After the incorporation of the green chemistry principles into the synthetic chemistry modus operandi, following the works of Anastas & Warner (1998), the above mentioned syntheses were improved further and rendered more eco-friendly through the use of heterogeneous catalysts such as: sulfated-TiO2, montmorillonite K-10 clay, sulfated nano-ordered silica and zeolites (Kumar et al., 2016; Atanassova et al., 2011; Naimi-Jamal, Ali & Dekamin, 2013; Amrutham et al., 2017). Further recently developed sustainable methodologies have been reported using irradiation techniques (Rizzuti et al., 2020). Moreover the addition of dehydrating agents such as phosphorous-pentoxide-silica have also been shown to drive the reaction to completion by removing the condensation product, ergo water (Naeimi et al., 2008). Obviously such agents require oven drying and reactivation for future re-use.
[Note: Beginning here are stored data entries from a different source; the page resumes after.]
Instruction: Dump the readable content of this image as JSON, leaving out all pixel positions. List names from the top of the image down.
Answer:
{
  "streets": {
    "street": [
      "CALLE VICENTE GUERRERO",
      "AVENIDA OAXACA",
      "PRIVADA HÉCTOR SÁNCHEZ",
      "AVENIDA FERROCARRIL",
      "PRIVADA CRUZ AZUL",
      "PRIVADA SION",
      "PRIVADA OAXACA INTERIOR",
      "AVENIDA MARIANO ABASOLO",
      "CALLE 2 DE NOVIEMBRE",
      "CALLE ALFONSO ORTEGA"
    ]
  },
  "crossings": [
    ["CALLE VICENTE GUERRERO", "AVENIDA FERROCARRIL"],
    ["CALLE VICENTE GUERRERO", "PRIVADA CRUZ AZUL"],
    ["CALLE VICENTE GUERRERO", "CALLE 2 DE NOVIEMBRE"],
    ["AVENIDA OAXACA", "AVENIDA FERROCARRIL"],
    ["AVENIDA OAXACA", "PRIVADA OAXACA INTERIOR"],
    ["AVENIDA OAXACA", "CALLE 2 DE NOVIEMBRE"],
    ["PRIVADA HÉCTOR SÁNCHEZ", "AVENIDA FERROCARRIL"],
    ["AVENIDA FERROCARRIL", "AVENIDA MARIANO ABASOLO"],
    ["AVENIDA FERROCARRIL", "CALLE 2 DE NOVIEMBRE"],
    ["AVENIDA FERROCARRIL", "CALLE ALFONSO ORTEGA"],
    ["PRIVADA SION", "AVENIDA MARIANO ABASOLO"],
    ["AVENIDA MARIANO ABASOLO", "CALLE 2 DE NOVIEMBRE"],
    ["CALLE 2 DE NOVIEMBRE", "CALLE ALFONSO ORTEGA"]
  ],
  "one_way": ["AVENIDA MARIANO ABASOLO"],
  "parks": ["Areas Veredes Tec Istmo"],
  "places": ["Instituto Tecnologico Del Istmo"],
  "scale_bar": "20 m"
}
Another difficulty associated with this synthetic reaction is that in general, ketones are much less reactive when compared with aldehydes rendering ketimine synthesis even more unfavourable and non-green.

In the following research, in continuation of our interest in the application of heterogeneous catalysts (Bosica, 2021), herein we report how various heterogeneous catalysts and some desiccants were tried and compared in terms of activity and efficiency for the imine synthesis reaction. Amberlyst® 15, a cheap commercially available catalyst, is found to give the highest yields in short reaction times under neat conditions. In addendum, the unprecedented synthesis of the ketimine from the condensation of cyclohexanamine and cyclohexanone proved successful.

Experimental

Materials used

All commercially available chemicals were purchased from Aldrich and used without further purification.

Instrumentation

For the characterization of final products and monitoring of the reactions the same procedure described in detail in our previous publications was followed in order to obtain FTIR, NMR and MS and GC spectra (Bosica & Abdilla, 2017).

General procedure

The general procedure for the imine-synthesis reaction involved stirring the aldehyde (5 mmol) and the amine (5.5 mmol) in the presence of 0.2 g of A15 catalyst under neat conditions at room temperature in a nitrogen-dried 25 mL one-neck round bottom flask. The reaction was monitored via both TLCs and/or GC analysis. The catalyst was filtered off by suction and washed appropriately with diethyl ether solvent (approximately 5–10 mL). The filtrate was concentrated by rotary evaporation and by a double-stage vacuum oil pump in order to remove the unreacted amine for reactions involving low-boiling amines. The products of aromatic amines were purified by recrystallization from ethanol or by column chromatography using a 9:1, 8:2 or 7:3 hexane/ethyl acetate eluant ratio. The TLC plates used for monitoring were composed of silica on PET with fluorescent indicator. Plates were observed under a UV lamp at a wavelength of 254 nm before staining in an iodine-saturated chamber. Analytical data for all products are reported in the Supporting Information File.

Results and discussion

During the initial screening, the reaction between benzaldehyde (Scheme 1a) and t-butylamine (Scheme 2a) was chosen as the model reaction (Scheme 1). The latter was always performed at room temperature under quasi-solvent-free conditions in the presence/absence of a number of heterogeneous catalysts and desiccants. In addition, the molar ratios of the reagents and catalyst quantities were also varied. Table 1 shows the results of the preliminary catalyst/drying agent screening trials.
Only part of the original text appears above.